Royalties do Petróleo: O Futuro Financeiro do Rio de Janeiro sob Análise do STF
A economia do Estado do Rio de Janeiro e de seus 92 municípios enfrenta um futuro incerto devido à possível alteração nas regras de distribuição dos royalties do petróleo. Cidades com forte dependência do setor, como Maricá, Niterói, Campos dos Goytacazes e Macaé, correm o risco de ter seu equilíbrio fiscal fragilizado.
O julgamento das Ações Diretas de Inconstitucionalidade (ADIs) 4917 e 4918 pelo Supremo Tribunal Federal (STF), marcado para 6 de maio de 2026, pode redefinir o fluxo de recursos essenciais para o custeio de despesas e investimentos.
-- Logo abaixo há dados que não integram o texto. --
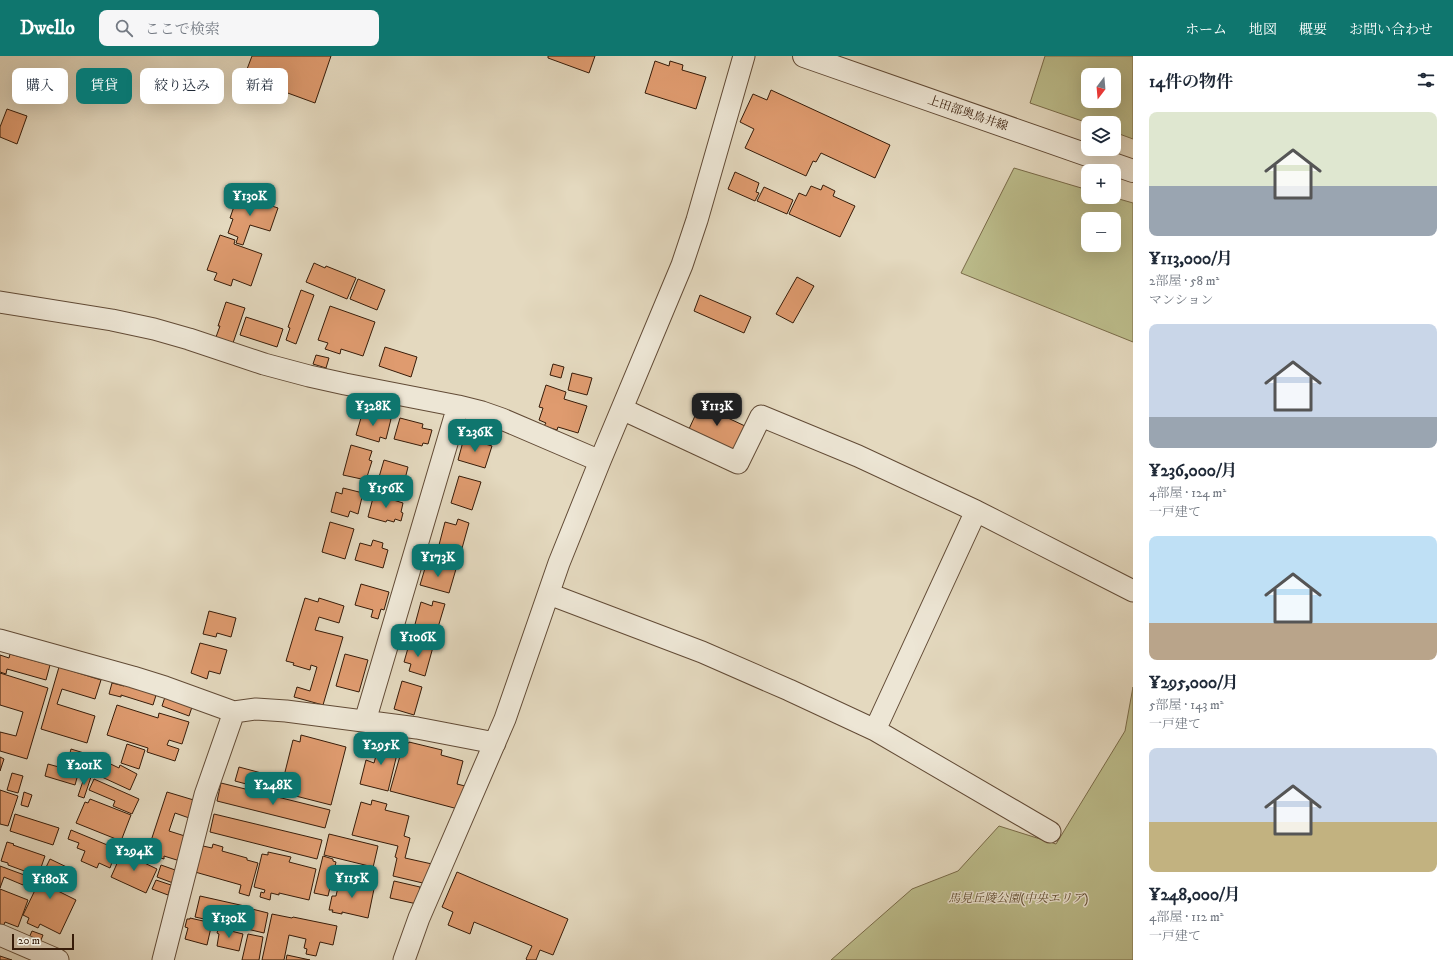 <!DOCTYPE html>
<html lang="ja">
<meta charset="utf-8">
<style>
:root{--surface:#fff;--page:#f6f6f7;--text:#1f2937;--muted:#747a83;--accent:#0f766e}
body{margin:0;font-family:"IM FELL DW Pica","Noto Serif JP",serif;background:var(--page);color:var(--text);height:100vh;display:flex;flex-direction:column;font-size:15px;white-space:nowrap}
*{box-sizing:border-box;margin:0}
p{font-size:13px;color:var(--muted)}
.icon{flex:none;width:22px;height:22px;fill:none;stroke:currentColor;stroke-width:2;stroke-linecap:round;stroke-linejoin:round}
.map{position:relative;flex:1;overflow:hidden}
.side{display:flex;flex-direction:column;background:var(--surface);width:320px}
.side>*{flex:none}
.hud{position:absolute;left:12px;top:12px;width:380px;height:36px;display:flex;gap:8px}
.needle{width:26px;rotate:196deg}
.controls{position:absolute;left:1081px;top:12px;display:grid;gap:8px}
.controls a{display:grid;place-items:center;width:40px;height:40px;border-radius:8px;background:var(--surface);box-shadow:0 4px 16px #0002;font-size:20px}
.scale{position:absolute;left:12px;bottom:10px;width:62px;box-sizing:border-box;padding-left:4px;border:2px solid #371c09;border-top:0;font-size:11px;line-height:14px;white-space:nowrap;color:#371c09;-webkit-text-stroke:3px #ede6d5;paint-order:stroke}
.price{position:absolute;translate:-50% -34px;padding:0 9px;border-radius:8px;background:var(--accent);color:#fff;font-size:13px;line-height:26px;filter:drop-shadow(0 1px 2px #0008)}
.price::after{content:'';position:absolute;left:50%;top:24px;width:12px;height:9px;margin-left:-6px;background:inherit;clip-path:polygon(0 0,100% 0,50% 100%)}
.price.current{background:#222;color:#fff}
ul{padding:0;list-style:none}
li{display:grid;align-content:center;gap:8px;height:212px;padding:0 16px}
li span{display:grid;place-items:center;height:124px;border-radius:8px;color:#555}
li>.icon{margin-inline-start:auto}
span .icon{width:72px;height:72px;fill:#fffc;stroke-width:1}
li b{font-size:17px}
h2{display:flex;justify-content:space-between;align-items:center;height:48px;padding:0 16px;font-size:17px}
.pill{padding:0 14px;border-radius:8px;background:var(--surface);box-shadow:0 4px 16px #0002;font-size:14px;line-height:36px}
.pill.current{background:var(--accent);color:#fff}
header{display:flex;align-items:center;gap:24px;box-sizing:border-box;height:56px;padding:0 20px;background:var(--accent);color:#fff}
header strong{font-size:19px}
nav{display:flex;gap:22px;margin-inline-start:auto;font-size:14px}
.search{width:280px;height:36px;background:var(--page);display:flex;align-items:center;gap:10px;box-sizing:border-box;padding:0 14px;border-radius:8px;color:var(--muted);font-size:15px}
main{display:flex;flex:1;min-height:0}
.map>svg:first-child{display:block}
.green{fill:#bcbd8c;stroke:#7a6c4a;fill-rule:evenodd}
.building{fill:#df9b6f;stroke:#371c09}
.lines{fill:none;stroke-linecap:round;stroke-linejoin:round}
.minor-casing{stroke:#624b36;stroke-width:23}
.tertiary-casing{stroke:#624b36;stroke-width:24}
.minor{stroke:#ede6d5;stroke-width:21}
.tertiary{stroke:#ede6d5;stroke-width:22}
.labels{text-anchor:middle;stroke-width:3;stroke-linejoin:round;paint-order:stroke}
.street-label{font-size:12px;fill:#371c09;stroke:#ede6d5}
.park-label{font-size:12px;font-style:italic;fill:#5f4c30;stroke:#ede6d5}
</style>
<header>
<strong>Dwello</strong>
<div class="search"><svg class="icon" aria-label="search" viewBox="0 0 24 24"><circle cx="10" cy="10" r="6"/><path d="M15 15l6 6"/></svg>ここで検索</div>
<nav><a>ホーム</a><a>地図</a><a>概要</a><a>お問い合わせ</a></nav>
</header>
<main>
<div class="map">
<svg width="1133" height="904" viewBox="0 0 1133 904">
<rect width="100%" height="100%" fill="#e4d9bf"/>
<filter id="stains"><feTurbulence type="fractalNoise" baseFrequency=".005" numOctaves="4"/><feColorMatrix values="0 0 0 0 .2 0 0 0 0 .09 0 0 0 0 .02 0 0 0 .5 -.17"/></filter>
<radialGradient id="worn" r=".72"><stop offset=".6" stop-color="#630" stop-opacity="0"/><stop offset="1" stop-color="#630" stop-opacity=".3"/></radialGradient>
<path class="green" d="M1045 0H1133V83L1114 76V67H1088L1030 47ZM1088 19H1114V45H1088Z
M1014 112 1088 134V141H1112L1133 147V286L961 217ZM1088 163H1114V189H1088Z
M1133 631V904H831L912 833 958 815 999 770 1056 788 1125 675Z"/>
<path class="building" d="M252 0H331L315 47 244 21Z
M548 0H595L589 17 548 2Z
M655 5 669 10 670 5 683 9 682 14 706 21 696 53 645 37Z
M771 34 890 89 875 122 821 97 816 106 813 105 806 120 745 92 754 73 740 66 753 38 767 44Z
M7 53 27 60 17 88 0 81V71Z
M735 116 759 127 756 136 759 137 755 145 728 133Z
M823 129 835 135 833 140 855 150 840 181 789 158 799 137 806 140 811 130 821 134Z
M764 131 793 144 787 158 757 145Z
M238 139 278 152 270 175 250 169 243 189 236 187 238 181 228 177 233 163 230 162Z
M220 179 235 184 234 188 262 198 251 230 233 223 231 230 214 224 217 217 207 214Z
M314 207 325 212 326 210 356 222 347 243 306 226Z
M797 221 814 230 793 267 776 258Z
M358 223 385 234 377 254 350 243Z
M301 234 314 239 296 288 286 284 290 272 288 271Z
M700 239 751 261 744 277 694 255Z
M226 246 245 252 233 287 216 281 220 270H218Z
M330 250 375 266 363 300 341 293 340 298 325 293 328 287 318 284Z
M246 261 283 273 277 291 240 279Z
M385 291 417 301 411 321 379 310Z
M316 299 329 302 326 312 313 308Z
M553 308 564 311 561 322 550 319Z
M572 317 592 322 587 339 568 334Z
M546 329 566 336 564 343 587 350 578 377 558 371 557 374 544 370 546 367 539 364 543 352 539 351Z
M700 349 745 370 733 394 689 373Z
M363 355 391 363 386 383 380 381 379 386 356 379Z
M400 362 423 368 422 372 432 374 428 388 423 387 422 390 394 383Z
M464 382 492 390 485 412 458 404Z
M351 389 372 395 369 404 372 405 366 424 343 419Z
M384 404 408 411 402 435 377 428Z
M459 420 481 426 472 454 451 447Z
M343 432 363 437 358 458 350 455 348 461 331 456 336 436 342 438Z
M374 438 403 447 401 456 403 457 401 465 395 463 394 466 387 464 386 466 368 461Z
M458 463 469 467 461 496 439 489 445 466 456 469Z
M330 466 354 473 345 503 322 496Z
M373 484 383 487 382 492 388 494 383 512 355 504 360 487 371 490Z
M434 507 456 513 449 537 420 529 426 509 433 511Z
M361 528 389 536 384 554 381 553 378 563 371 561 373 554 355 549Z
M305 542 318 546 319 542 344 550 339 567 319 561 315 574 343 581 323 649 294 641 297 631 310 635 317 611 311 609 310 614 293 609 294 607 286 605Z
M433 545 445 548 436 578 414 572 421 546 432 550Z
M209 555 236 562 231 581 217 577 216 581 203 578Z
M410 585 433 591 425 620 409 615 411 608 404 606Z
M200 587 227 594 220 618 209 615 207 623 191 617Z
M10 598 50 609 46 624 7 613 6 618 0 616V599L9 602Z
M345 598 368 604 359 636 336 630Z
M59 611 101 624 95 643 62 633 57 648 95 660 87 687 41 673Z
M0 617 48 632 27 703 0 695V676L16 680 23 656 0 649Z
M402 625 422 631 414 659 394 653Z
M112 627 124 630 125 627 157 636 153 649 121 639V641L109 638Z
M165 641 192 651 189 660 162 650Z
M117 649 158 662 159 657 189 666 182 688 169 684 167 689 179 693 175 705 147 696 148 692 107 679Z
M301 679 346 691 331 749 280 736 293 684 300 686Z
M381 681 400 686 388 735 360 728 366 704 374 707Z
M404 686 409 687V686L442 694 441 699 463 705 457 728 465 730 458 753 390 735Z
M127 688 145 694 139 713 121 707Z
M71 693 84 697 75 729 45 720 48 708 66 713Z
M0 701 4 703 0 715Z
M98 702 119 712 120 709 137 718 130 734 91 716Z
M239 711 280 722 276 736 235 725Z
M12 717 23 720 18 737 7 734Z
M85 719 91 721 84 742 78 740Z
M94 723 139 743 132 758 113 750 115 745 89 734Z
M221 727 330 754 325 772 217 745Z
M0 734 18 740 8 770 0 768Z
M24 736 32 739 28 751 21 749Z
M167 736 197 745 192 763 175 757 169 775 188 781 180 805 164 800V803L154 800 156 796 148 794Z
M90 743 131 759 121 785 76 767 85 746 88 747Z
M372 744 387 748 385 754 409 760 404 780 410 782 405 802 432 808 427 828 393 820 397 802 395 801 398 790 352 779 361 746 371 749Z
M15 758 59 772 53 789 10 775Z
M214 758 322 784 317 803 210 776Z
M71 774 117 793 110 812 99 807 97 812 81 805 85 795 77 792 79 787 68 783Z
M329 778 378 790 372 816 368 815 369 810 324 799Z
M7 786 14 788 13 789 45 800 38 820 8 809V807L1 805Z
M213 788 223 791 222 795 247 802V804L258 807 249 840 239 837 241 829 195 816 203 790 212 792Z
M123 794 138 800 136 803 157 813 146 837 111 821Z
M268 796 291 801 289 806 316 813 309 844 279 837V839L271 837 270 844 260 841 261 836 264 837 265 834 254 831 262 798 268 799Z
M323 800 333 803V805L336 806 328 840 314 837Z
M50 803 75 815 73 820 64 817 56 834 76 844 60 878 40 868 38 872 27 867 29 862 23 859Z
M161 809 178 815 173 827 157 821Z
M0 810 27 820 23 829 4 821 0 832Z
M457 816 568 863 553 899 540 894 536 904H527L526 903 532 890 474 866 470 878 448 869 453 856 442 851Z
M340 822 352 825 351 828 374 833 368 862 342 856V858L332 856 333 854H329L332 840H336Z
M156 824 171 829 168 839 152 833Z
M394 825 420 831 417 848 390 842Z
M0 833 28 844 18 871 5 866 3 871 0 869Z
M200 840 249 851 245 872 195 861Z
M252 853 268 857 264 877 247 873Z
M272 858 292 862 293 861 337 870 333 889 320 886 316 900 306 898 307 893 304 892 306 883 289 879 284 904H262Z
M190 862 212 867 207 889 185 883 188 872 185 871 187 863H190Z
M219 870 231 872V875L243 878 239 895 217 890 219 878 217 877Z
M32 875 43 879 39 889 28 884Z
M248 878 263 881 259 904H242Z
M287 899 310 904H286Z
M0 900 12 904H0Z"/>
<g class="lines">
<g class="minor-casing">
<path id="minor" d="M0 246 112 264 154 273 189 283 264 308 309 320 345 328 458 350 482 356 502 363 600 405
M622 353 738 407 761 360 858 400 976 455 1133 535
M549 538 702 596 789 634 875 674 1050 776
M0 584 133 621 165 631 234 656 256 653 286 655 417 672 495 687
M365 665 458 350
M875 674 976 455
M0 879 58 904
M163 904 205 739 234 656
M404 904 419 862 505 663 559 507 600 405 682 209 697 164 744 0"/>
</g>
<g class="tertiary-casing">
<path id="tertiary" d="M804 0 1133 115"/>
</g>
<use href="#minor" class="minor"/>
<use href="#tertiary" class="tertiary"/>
</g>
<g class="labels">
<g class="street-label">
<text transform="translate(968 57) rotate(19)" y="4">上田部奥鳥井線</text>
</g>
<g class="park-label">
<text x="1018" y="846">馬見丘陵公園(中央エリア)</text>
</g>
</g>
<rect width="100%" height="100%" filter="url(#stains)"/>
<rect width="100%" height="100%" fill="url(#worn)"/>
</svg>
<div class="controls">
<a><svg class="needle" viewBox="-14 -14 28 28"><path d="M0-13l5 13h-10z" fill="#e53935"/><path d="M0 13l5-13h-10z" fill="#747a83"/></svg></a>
<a><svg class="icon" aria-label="layers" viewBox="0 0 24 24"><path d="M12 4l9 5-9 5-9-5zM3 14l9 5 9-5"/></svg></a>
<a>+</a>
<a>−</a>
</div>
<div class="scale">20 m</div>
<b class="price" style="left:250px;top:161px">¥130K</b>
<b class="price" style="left:373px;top:371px">¥328K</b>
<b class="price current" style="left:717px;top:371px">¥113K</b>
<b class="price" style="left:475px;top:397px">¥236K</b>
<b class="price" style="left:386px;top:453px">¥156K</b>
<b class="price" style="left:438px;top:522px">¥173K</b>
<b class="price" style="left:418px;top:602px">¥106K</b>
<b class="price" style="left:381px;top:710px">¥295K</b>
<b class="price" style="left:84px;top:730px">¥201K</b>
<b class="price" style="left:273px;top:750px">¥248K</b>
<b class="price" style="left:134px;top:816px">¥294K</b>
<b class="price" style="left:352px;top:843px">¥115K</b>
<b class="price" style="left:50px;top:844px">¥180K</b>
<b class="price" style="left:229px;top:883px">¥130K</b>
<div class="hud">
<a class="pill">購入</a>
<a class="pill current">賃貸</a>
<a class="pill">絞り込み</a>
<a class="pill">新着</a>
</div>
</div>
<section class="side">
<h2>14件の物件<svg class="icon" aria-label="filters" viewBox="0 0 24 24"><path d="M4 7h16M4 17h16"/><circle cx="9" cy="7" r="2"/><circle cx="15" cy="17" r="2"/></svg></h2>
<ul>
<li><span style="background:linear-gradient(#dfe7d0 60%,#9aa5b1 0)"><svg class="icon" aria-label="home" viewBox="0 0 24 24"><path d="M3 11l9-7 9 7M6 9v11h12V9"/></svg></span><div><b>¥113,000/月</b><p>2部屋 · 58 m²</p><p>マンション</p></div></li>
<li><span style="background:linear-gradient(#c9d6e8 75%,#9aa5b1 0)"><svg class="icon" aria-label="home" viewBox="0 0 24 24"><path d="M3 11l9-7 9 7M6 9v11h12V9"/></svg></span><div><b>¥236,000/月</b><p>4部屋 · 124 m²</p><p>一戸建て</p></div></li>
<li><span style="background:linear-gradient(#bfe0f5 70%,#b9a48a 0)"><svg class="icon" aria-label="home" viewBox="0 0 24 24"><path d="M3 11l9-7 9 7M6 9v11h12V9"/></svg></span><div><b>¥295,000/月</b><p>5部屋 · 143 m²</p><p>一戸建て</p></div></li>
<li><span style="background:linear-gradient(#c9d6e8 60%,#c2b280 0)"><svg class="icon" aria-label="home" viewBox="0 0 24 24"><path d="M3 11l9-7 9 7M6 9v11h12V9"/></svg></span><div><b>¥248,000/月</b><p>4部屋 · 112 m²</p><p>一戸建て</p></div></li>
</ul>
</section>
</main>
Esses recursos, fundamentais para o financiamento da previdência estadual e o pagamento de aposentadorias e pensões, garantem o bem-estar social e a qualidade de vida de milhares de servidores. A decisão do STF terá um papel crucial no desenvolvimento regional brasileiro.
Impacto da Lei Federal 12.734/2012
A Lei Federal 12.734/2012, embora apresentada como um meio de promover equidade fiscal, rompe com o pacto estabelecido na Constituição de 1988. Naquele ano, estados produtores cederam a cobrança de ICMS sobre o petróleo na origem em troca da participação nos royalties. A quebra dessa estrutura gera instabilidade jurídica e econômica, desestimulando novos investimentos no setor petrolífero.
A Importância da Decisão do STF
O STF assume um papel protagonista no futuro do desenvolvimento regional. Uma decisão que mantenha a distribuição estabelecida pela lei de 2012 pode levar a perdas drásticas de arrecadação para estados produtores. Por outro lado, a manutenção do modelo histórico de 1988 ratificaria o equilíbrio federativo e respeitaria a contrapartida tributária oferecida pelos produtores ao longo de décadas.
Mobilização em Defesa dos Direitos Constitucionais
É fundamental que o Rio de Janeiro mobilize esforços para sensibilizar o STF sobre os direitos constitucionais estabelecidos. O enfraquecimento das regiões produtoras, sob o argumento de fortalecer outras áreas, pode resultar em crescimento econômico errático, fuga de investimentos e deterioração do ambiente de negócios, impactando negativamente o ganho social para todo o país, conforme aponta Aldo Gonçalves, presidente do CDLRio e do SindilojasRio.